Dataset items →
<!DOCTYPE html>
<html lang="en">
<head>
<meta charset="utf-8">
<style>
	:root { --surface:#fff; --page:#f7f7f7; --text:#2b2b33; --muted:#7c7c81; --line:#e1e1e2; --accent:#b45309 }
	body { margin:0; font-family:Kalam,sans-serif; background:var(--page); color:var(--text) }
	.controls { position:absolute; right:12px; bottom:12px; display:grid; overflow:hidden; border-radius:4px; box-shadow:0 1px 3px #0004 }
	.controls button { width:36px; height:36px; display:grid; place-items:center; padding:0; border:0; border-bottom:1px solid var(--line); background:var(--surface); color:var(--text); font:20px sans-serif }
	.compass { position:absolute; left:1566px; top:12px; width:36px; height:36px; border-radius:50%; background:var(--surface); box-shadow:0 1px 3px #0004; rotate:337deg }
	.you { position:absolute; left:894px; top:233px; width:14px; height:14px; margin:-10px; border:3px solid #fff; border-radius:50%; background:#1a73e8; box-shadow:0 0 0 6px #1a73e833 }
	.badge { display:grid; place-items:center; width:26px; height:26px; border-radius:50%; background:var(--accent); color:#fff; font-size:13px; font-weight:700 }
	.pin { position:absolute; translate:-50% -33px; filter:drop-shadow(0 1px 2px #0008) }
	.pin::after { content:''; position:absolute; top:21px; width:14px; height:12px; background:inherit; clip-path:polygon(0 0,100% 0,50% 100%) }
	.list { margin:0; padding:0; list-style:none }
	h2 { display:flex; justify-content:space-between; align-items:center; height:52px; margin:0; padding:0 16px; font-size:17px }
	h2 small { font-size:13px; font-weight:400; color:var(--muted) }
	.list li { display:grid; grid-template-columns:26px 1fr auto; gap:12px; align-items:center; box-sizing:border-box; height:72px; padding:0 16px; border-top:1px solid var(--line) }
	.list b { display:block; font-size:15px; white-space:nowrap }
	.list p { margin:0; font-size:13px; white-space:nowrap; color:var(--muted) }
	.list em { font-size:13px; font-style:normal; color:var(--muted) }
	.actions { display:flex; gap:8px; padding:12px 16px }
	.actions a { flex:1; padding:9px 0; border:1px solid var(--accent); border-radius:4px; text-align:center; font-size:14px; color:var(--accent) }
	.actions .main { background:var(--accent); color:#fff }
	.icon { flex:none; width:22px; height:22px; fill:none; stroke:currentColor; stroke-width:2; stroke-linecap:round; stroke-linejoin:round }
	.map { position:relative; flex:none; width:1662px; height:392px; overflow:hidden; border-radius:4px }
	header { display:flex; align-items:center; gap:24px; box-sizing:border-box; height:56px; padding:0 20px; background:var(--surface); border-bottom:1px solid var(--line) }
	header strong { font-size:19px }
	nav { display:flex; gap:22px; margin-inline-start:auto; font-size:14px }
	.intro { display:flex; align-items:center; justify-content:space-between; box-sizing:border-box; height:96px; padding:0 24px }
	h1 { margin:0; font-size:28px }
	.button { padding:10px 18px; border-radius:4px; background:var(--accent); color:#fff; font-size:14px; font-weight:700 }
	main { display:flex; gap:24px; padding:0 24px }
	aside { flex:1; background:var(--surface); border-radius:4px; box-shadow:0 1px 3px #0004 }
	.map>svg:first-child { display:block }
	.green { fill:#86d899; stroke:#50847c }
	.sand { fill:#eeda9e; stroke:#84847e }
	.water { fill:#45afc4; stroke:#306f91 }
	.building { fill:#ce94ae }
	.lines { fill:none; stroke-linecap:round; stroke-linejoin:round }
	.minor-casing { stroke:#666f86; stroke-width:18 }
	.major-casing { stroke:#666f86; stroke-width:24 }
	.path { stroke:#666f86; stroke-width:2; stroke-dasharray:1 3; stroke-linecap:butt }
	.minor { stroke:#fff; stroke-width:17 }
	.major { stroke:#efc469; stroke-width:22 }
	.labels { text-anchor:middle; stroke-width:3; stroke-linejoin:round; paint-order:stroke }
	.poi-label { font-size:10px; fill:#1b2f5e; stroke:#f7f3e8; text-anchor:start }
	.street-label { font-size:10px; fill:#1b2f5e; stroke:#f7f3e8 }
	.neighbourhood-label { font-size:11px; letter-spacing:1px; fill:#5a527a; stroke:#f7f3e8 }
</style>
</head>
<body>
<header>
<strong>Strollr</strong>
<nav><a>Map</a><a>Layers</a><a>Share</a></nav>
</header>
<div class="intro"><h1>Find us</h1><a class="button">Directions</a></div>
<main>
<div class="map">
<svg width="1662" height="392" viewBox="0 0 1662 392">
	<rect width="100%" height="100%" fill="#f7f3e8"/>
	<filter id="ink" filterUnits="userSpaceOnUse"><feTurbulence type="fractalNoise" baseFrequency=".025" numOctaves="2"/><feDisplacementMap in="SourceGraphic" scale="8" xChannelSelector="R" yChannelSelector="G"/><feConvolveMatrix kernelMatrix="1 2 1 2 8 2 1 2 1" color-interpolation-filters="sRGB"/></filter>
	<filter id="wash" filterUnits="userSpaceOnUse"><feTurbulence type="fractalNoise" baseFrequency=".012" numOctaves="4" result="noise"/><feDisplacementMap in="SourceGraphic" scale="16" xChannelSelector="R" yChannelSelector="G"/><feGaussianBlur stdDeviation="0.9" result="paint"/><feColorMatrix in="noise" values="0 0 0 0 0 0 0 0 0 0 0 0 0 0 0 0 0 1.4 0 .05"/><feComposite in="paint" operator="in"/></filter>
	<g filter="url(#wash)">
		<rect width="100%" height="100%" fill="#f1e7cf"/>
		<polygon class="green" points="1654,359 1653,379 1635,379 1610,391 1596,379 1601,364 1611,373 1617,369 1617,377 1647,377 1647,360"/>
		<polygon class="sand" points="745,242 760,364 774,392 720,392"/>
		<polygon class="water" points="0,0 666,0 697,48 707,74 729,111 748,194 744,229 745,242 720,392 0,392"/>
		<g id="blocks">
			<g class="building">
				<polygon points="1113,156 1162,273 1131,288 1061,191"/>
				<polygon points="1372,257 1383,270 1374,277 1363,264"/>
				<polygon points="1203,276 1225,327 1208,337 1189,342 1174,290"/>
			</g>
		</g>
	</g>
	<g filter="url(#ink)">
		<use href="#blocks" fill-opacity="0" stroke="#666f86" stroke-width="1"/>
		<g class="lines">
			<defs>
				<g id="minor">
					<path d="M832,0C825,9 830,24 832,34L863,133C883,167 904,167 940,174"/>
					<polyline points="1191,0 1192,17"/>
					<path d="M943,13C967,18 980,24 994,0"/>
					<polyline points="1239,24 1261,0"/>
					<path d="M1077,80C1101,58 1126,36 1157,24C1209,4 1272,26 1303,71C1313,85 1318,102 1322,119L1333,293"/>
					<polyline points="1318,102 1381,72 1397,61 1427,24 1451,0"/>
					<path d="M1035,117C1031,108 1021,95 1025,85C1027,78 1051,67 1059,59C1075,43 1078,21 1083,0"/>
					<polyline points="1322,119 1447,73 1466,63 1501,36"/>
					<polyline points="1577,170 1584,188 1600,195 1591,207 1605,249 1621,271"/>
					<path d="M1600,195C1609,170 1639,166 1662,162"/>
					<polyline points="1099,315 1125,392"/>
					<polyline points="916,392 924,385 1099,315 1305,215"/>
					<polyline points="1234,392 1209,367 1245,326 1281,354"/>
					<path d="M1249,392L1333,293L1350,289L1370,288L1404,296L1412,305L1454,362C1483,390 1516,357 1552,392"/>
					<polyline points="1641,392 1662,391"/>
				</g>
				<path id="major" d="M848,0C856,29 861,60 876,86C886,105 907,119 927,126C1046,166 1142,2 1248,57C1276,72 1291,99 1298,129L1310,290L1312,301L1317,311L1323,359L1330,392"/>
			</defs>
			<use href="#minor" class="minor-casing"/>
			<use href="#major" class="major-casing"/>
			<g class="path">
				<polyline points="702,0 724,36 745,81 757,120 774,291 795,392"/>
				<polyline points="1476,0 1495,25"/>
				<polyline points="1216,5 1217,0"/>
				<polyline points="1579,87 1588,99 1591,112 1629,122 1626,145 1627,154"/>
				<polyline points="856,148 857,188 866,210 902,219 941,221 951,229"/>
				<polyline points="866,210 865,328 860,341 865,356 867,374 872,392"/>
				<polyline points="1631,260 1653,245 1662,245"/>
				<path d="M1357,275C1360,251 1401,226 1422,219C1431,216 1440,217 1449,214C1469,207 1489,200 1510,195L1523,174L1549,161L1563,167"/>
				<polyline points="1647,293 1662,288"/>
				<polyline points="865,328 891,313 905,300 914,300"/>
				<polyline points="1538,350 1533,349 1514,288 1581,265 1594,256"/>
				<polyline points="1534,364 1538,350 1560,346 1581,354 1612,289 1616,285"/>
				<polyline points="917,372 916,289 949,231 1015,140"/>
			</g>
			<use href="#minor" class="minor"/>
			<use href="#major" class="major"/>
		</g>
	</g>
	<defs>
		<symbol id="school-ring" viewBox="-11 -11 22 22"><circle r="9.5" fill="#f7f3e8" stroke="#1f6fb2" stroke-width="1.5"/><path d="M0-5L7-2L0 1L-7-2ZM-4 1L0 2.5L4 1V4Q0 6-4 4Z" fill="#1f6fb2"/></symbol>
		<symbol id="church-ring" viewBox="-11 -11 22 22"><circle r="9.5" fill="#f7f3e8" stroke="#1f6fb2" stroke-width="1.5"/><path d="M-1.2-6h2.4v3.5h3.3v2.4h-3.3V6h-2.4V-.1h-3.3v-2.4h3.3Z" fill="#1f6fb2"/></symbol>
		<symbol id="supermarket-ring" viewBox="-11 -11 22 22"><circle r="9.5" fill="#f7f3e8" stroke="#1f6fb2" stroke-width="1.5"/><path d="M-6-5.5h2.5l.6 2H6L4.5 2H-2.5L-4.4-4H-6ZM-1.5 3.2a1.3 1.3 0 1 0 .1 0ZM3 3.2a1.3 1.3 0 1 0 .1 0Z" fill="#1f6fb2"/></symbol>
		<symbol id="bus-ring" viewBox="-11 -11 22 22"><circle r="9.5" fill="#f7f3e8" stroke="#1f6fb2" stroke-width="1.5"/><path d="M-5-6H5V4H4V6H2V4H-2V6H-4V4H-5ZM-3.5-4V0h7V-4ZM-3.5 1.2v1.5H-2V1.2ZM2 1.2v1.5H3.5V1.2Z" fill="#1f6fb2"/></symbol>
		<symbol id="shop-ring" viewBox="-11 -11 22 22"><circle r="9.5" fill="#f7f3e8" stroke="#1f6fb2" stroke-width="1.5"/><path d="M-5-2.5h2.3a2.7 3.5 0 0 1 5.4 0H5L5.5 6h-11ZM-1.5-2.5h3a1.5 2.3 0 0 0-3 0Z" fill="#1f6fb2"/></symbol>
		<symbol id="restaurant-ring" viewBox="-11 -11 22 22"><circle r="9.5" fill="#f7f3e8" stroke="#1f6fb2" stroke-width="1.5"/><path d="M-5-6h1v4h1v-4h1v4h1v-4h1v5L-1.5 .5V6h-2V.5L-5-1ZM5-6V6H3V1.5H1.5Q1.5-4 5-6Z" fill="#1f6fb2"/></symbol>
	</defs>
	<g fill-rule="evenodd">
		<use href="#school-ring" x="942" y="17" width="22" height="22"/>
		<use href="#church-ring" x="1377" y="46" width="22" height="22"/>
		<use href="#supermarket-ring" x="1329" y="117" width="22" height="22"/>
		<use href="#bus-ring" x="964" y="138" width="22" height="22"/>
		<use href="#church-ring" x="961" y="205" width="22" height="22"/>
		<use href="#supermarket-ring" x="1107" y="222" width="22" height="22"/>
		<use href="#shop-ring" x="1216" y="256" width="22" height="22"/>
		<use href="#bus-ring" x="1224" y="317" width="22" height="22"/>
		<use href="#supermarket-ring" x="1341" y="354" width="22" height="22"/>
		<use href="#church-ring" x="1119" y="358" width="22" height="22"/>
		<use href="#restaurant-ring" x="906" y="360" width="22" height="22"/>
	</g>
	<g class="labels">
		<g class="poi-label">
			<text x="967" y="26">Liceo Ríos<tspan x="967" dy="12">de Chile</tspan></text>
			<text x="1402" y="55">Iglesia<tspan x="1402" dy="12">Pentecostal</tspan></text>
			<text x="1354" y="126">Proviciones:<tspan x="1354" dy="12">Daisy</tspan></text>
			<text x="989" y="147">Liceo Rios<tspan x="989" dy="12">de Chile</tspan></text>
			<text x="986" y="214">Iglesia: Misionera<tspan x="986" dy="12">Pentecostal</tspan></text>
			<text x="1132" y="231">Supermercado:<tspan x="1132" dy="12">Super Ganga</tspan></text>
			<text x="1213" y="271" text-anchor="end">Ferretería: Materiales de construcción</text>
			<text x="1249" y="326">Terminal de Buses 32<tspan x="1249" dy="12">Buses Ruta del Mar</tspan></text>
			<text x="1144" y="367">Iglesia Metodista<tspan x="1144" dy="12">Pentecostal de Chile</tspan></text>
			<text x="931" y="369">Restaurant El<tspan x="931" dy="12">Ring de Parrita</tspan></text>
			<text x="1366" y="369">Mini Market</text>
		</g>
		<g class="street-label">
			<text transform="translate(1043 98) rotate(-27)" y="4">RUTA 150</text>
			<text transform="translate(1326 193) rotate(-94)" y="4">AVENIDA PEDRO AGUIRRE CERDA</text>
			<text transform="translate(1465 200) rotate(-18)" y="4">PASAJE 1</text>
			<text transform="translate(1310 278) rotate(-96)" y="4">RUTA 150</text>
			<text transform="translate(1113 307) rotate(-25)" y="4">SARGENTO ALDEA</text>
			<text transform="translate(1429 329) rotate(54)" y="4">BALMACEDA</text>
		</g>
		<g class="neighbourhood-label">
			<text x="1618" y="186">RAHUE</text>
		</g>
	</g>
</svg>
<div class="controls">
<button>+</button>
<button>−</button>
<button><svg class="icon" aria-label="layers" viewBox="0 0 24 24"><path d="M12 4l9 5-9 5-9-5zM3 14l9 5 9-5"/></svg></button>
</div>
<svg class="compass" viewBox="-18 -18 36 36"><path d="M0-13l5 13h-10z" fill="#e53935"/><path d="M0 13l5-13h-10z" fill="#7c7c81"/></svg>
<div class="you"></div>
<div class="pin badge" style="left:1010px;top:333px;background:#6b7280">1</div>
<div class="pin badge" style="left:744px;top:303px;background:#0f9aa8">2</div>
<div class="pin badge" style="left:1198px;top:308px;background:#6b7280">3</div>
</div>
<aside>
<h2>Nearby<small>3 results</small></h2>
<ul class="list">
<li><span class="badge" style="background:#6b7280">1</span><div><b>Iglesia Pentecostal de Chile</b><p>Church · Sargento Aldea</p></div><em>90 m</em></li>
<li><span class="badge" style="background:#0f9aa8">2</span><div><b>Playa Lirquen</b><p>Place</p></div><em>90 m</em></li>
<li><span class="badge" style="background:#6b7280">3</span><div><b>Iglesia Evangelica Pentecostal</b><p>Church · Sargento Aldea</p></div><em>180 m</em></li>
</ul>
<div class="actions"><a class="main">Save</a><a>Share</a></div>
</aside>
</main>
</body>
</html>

Work instructions →
Which of the lines above include the word "paint"? List those lines.

Task response →
	.labels { text-anchor:middle; stroke-width:3; stroke-linejoin:round; paint-order:stroke }
	<filter id="wash" filterUnits="userSpaceOnUse"><feTurbulence type="fractalNoise" baseFrequency=".012" numOctaves="4" result="noise"/><feDisplacementMap in="SourceGraphic" scale="16" xChannelSelector="R" yChannelSelector="G"/><feGaussianBlur stdDeviation="0.9" result="paint"/><feColorMatrix in="noise" values="0 0 0 0 0 0 0 0 0 0 0 0 0 0 0 0 0 1.4 0 .05"/><feComposite in="paint" operator="in"/></filter>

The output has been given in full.